[Rencontre] La dernière déportée de Cluny décorée – Mathieu Auduc

Mme_Grandjean
Crédit photo : Annie Dufy

Simone Grandjean est une dame âgée de 90 ans. Assise dans un fauteuil roulant toute la journée, elle vit dans une résidence pour personnes du troisième âge nichée au coeur de Lyon. Ce dimanche 18 octobre 2015, j’ai eu l’honneur d’être convié à sa décoration et de converser avec elle. Comme toutes les personnes de son âge, Simone Grandjean parle avec difficulté, elle est aidée par une amie proche, une femme dévouée qui prend soin d’elle, et depuis quelque temps ses sorties sont plus rares.  Mais Simone à la différence de beaucoup n’a rien perdu de la flamme qui l’anime et qui lui a permis de survivre à l’une des périodes les plus noires de l’histoire de l’humanité. En effet,  à 19 ans à peine, elle fut victime de l’un des engrenages les plus barbares du XXe siècle : elle fut déportée en camp de concentration.
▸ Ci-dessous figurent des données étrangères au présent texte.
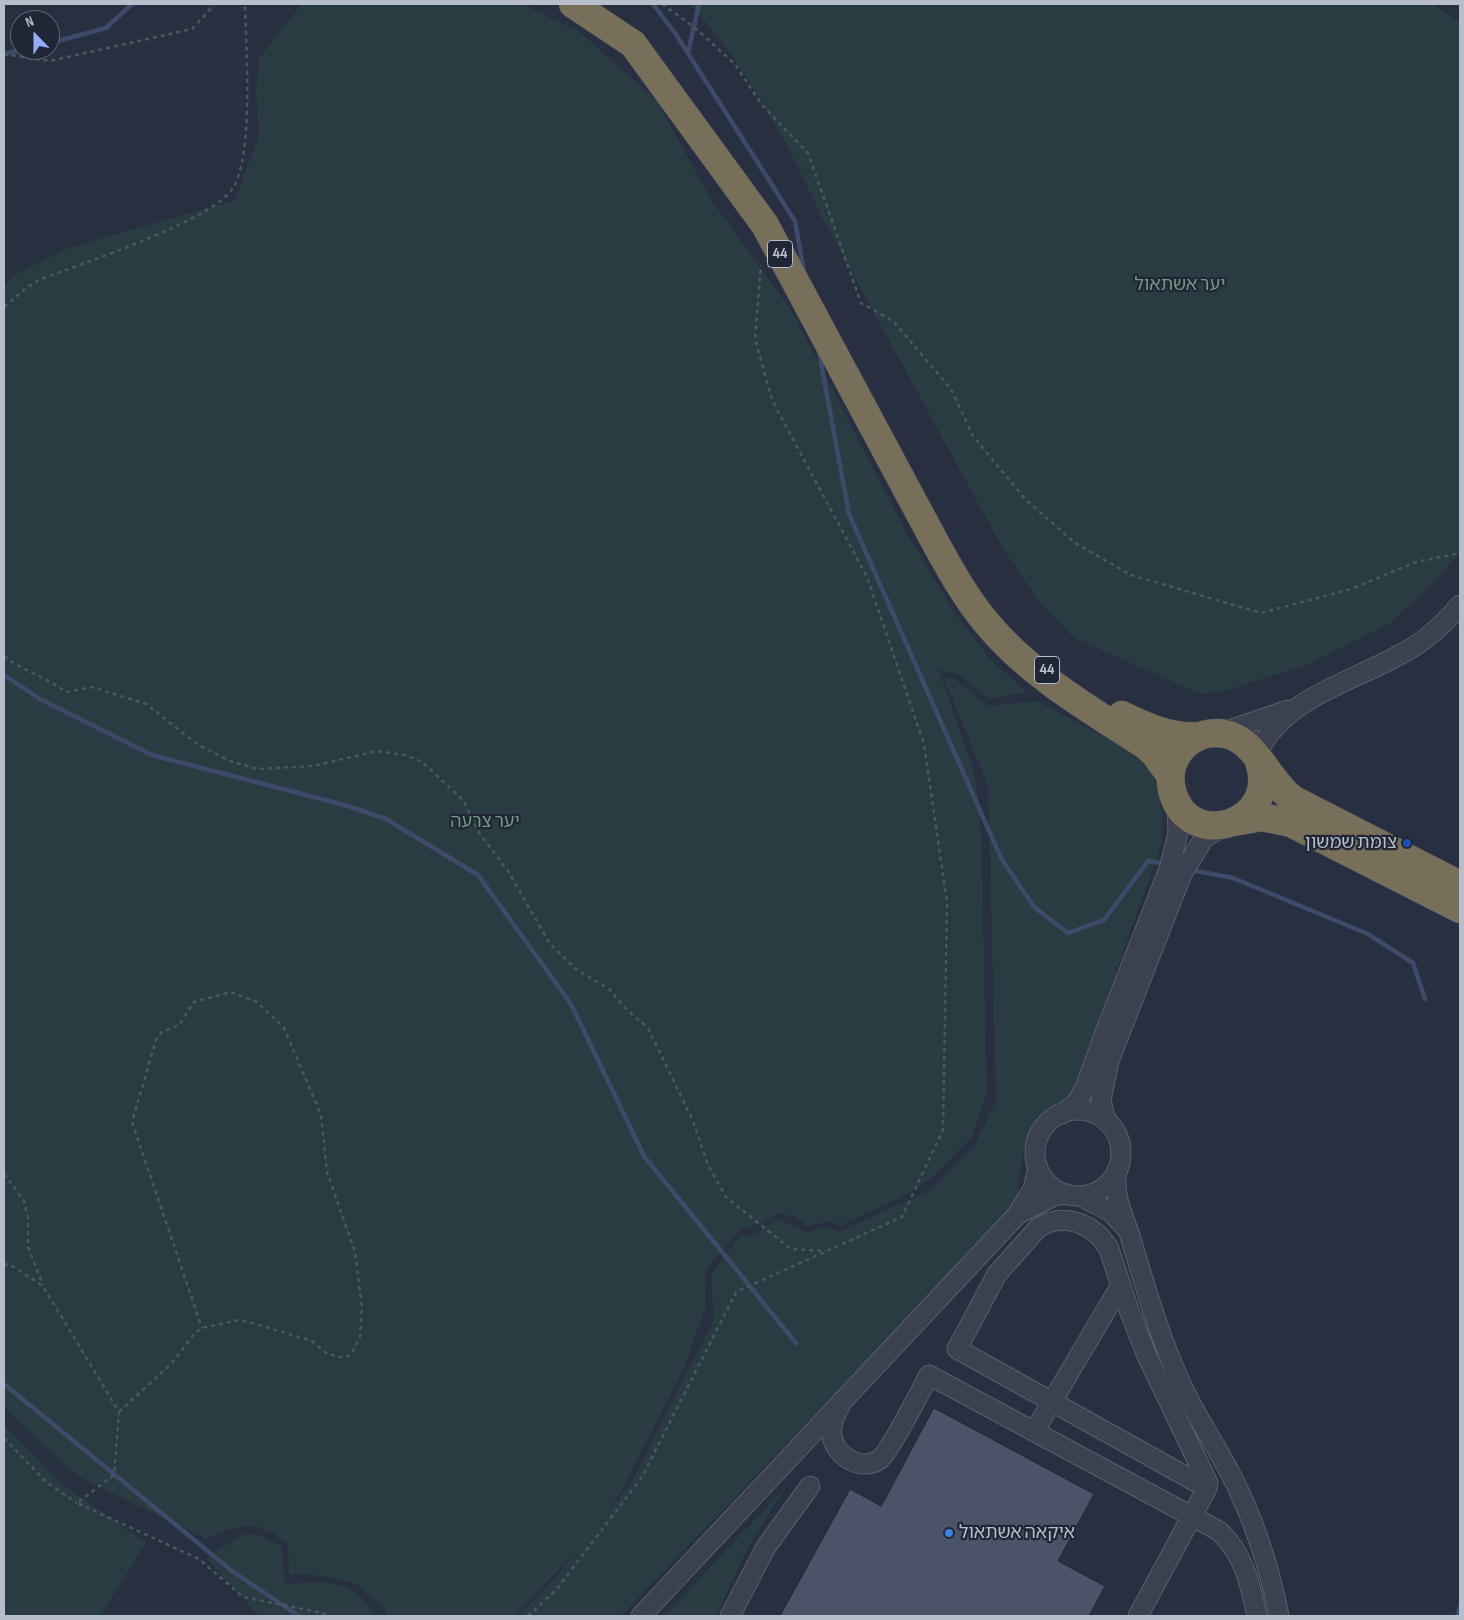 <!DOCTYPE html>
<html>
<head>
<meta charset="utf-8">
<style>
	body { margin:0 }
	#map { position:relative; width:1464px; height:1620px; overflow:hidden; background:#272f41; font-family:"Sofia Sans Condensed",sans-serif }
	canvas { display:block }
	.frame { position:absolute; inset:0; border:5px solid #b8bdcb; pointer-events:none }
	.north { position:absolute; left:10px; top:10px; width:50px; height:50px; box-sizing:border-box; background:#202636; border:1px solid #5d6272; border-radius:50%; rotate:338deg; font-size:14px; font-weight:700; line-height:20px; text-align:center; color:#b8bdcb }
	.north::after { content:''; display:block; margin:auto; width:18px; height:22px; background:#93acf5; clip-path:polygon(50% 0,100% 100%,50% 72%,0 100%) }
</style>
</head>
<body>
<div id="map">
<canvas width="1464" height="1620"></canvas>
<div class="frame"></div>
<div class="north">N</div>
</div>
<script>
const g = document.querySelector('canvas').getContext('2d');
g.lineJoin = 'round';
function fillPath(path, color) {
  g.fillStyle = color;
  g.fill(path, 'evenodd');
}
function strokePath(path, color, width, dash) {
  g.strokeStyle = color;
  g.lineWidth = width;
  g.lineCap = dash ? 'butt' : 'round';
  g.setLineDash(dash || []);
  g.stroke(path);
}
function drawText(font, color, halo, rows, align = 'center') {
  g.font = font + ' "Sofia Sans Condensed","Noto Sans Hebrew",sans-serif';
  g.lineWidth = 4.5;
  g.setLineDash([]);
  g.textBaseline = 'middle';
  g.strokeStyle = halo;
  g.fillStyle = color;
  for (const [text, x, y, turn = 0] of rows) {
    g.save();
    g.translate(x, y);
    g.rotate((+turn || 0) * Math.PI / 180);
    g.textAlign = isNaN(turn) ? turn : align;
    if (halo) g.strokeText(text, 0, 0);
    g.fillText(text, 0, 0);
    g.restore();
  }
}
fillPath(new Path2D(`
	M302,4H521L580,32L657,101L712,201L792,311L906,532L953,610L991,660L1027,692L991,699L955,673L939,670L974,772L979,806L981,836L987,1092L972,1137L935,1175L902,1197L839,1226L831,1221L808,1226L795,1217L778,1213L762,1223L739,1230L705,1271L706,1306L683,1370L622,1490L606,1514L631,1483L713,1321L712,1273L740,1236L756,1235L776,1218L809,1233L824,1227L840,1231L931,1190L974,1146L996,1101L988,786L943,676L956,680L988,706L1037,701L1134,752L1149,766L1157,787L1163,817L1161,847L1072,1093C1021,1126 1023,1148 1017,1204L621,1616H518L557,1576L574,1554L515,1616H386L384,1608L357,1584L323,1576L289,1574L288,1544C256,1518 241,1524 206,1539L76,1475L4,1407V287L14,275L68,248L235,200L259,135L256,91L259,58Z
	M690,4H1432L1460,22V552L1441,575L1391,623L1309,664L1225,691L1200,694L1074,638L1039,602L1002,547L821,216C788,143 744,63 690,4Z
	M4,1424L57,1480L146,1543L100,1616H4Z
	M787,1485L747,1549L716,1616H665Z
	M242,1535H260L282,1547L285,1584C325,1581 351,1577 376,1616H259L206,1558Z`), '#293c42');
strokePath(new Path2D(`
	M653,4L675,33L795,221L804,272
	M50,43L106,28L132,4
	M688,53L699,4
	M4,54L21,50
	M819,352L849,514L1001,858L1034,907L1068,933L1104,920L1148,861L1166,864
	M4,675L40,699L152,755L348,806L386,819L478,875L571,1004L644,1156L796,1343
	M1191,870L1233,878L1368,934L1413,963L1425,999
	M4,1384L232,1571L299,1616
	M1457,1616L1460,1607`), '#3e4a69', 4.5);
const building = new Path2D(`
	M934,1408L1094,1494L1058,1561L1105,1586L1089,1616H780L850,1489L881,1506Z`);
fillPath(building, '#4b5368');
strokePath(building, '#222838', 1);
const minor = new Path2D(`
	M1221,733L1288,710
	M1256,755C1286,696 1348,684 1401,654C1425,642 1443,625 1460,605
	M1035 1153a43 43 0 1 1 86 0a43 43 0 1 1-86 0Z
	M1062,1114L1077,1102L1085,1088L1107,1027L1169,869L1178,833L1177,803
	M1106,1121L1101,1100L1109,1061L1182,874L1204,838L1226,825
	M1117,1170C1112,1194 1124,1216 1131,1239C1146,1290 1161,1342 1184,1390C1197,1417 1214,1443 1228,1469C1253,1516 1269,1565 1279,1616
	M1080,1196L1111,1212L1126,1228
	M1018,1214L1054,1196L1067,1194
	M843,1400C837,1411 830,1423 832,1436C835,1455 860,1472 879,1460C889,1453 921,1390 929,1375L1219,1531C1244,1554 1250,1584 1257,1616
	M1034,1432L1121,1285
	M641,1616L1017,1215L1033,1189L1038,1168
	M730,1616L766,1547L810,1486
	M1138,1616L1207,1488L1208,1483L1147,1356L1129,1310L1109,1249C1094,1224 1064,1211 1038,1228L997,1274L957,1349L1207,1488`);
const highway = new Path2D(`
	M573,4L633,44L765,225L936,544C951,571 966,598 985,621C1028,674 1089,709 1145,745L1155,754L1170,775
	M1122,715C1147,727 1171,738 1199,736
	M1259,762C1280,823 1191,852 1173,794C1169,781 1170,768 1176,757C1184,742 1200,733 1217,733C1256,734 1266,781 1294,800L1460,885
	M1234,822L1262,817L1291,823L1460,909`);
strokePath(minor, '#595f6e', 21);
strokePath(highway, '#464c5b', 29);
strokePath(new Path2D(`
	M662,4L694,27L735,64L761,104L808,153L861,303L893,321L951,389L973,436L1025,499L1075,543L1131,575L1261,613L1351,589L1416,562L1460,553
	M4,54L50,61L192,29L215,4
	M4,307L26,288L39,280C82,263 211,222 233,188C254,155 246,45 245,4
	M4,656C23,671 46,677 66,692L92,687L146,704L197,744L230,761L257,769L313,766L377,751L405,755L422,762L463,800L480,834L508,871L550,944L577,970L609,989L627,1010L648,1028L693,1121L708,1165L726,1197L791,1249L826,1251
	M4,1174L24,1201L28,1219V1247L43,1285
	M4,1265L9,1264L43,1286L119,1412L114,1475L77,1503L199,1559L243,1597L323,1613L328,1616
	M119,1412L172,1363L195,1333L202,1328L239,1320L249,1322L312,1341L326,1353L344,1358L352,1353L360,1336L362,1308L355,1252L327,1172L321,1115L284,1028L257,1002L231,992L194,1002L179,1025L162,1032L156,1040L132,1122L202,1328
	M4,1438L46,1482L77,1503
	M528,1616L556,1590L642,1477L736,1292L902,1217L943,1130L947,902L924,744L867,577L772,400L755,339L761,265`), '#47595f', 2.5, [4, 4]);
strokePath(minor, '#3b4151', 19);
strokePath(highway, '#776f59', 28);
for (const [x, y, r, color] of [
	[1407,843,5,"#1a4fb4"],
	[949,1533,5,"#3f7fe0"]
]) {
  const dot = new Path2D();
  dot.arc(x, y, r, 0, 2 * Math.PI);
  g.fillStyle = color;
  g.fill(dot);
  strokePath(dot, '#202636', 2);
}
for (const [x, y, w] of [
	[780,254,25],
	[1047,670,25]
]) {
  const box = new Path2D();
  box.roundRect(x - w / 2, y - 13.5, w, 27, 4);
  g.fillStyle = '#202636';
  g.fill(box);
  strokePath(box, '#b8bdcb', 1);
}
drawText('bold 16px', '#b8bdcb', null, [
	["44",780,254],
	["44",1047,670]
]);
drawText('18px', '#709b80', '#202636', [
	["יער אשתאול",1180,285],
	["יער צרעה",485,822]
]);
drawText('18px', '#b8bdcb', '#202636', [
	["צומת שמשון",1397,843],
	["איקאה אשתאול",959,1533,"left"]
], 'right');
</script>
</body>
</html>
À l’époque jeune habitante de Cluny, elle est arrêtée avec sa mère pour faits de résistance en février 1944. Son père est arrêté dans la même journée à seulement quelques heures d’intervalle. Elle est ensuite emmenée dans la prison de Montluc, un fort atroce où se déroulent tortures et exécutions, et où elle partage avec sept autres détenues une cellule exiguë de 1 m 80 sur 2 m 50. Elle se souvient non sans émotion combien les conditions de vie y étaient dures : « On n’avait pas d’eau, rien pour préserver l’intimité, il y avait tellement peu de place qu’on devait dormir assises, la tête sur les genoux ». Mais ce lieu sinistre n’est qu’une simple étape dans son voyage infernal : 10 jours seulement après son arrestation à Cluny, elle part pour Romainville. Elle est tout d’abord déportée au camp de Ravensbrück  puis à Mathausen où elle retrouve sa mère.

Le 29 avril 1945, soit plus d’un an après son arrestation et son internement, le camp de Mathausen est libéré et elle est rapatriée, par le biais de la Croix Rouge internationale, en Suisse puis en France.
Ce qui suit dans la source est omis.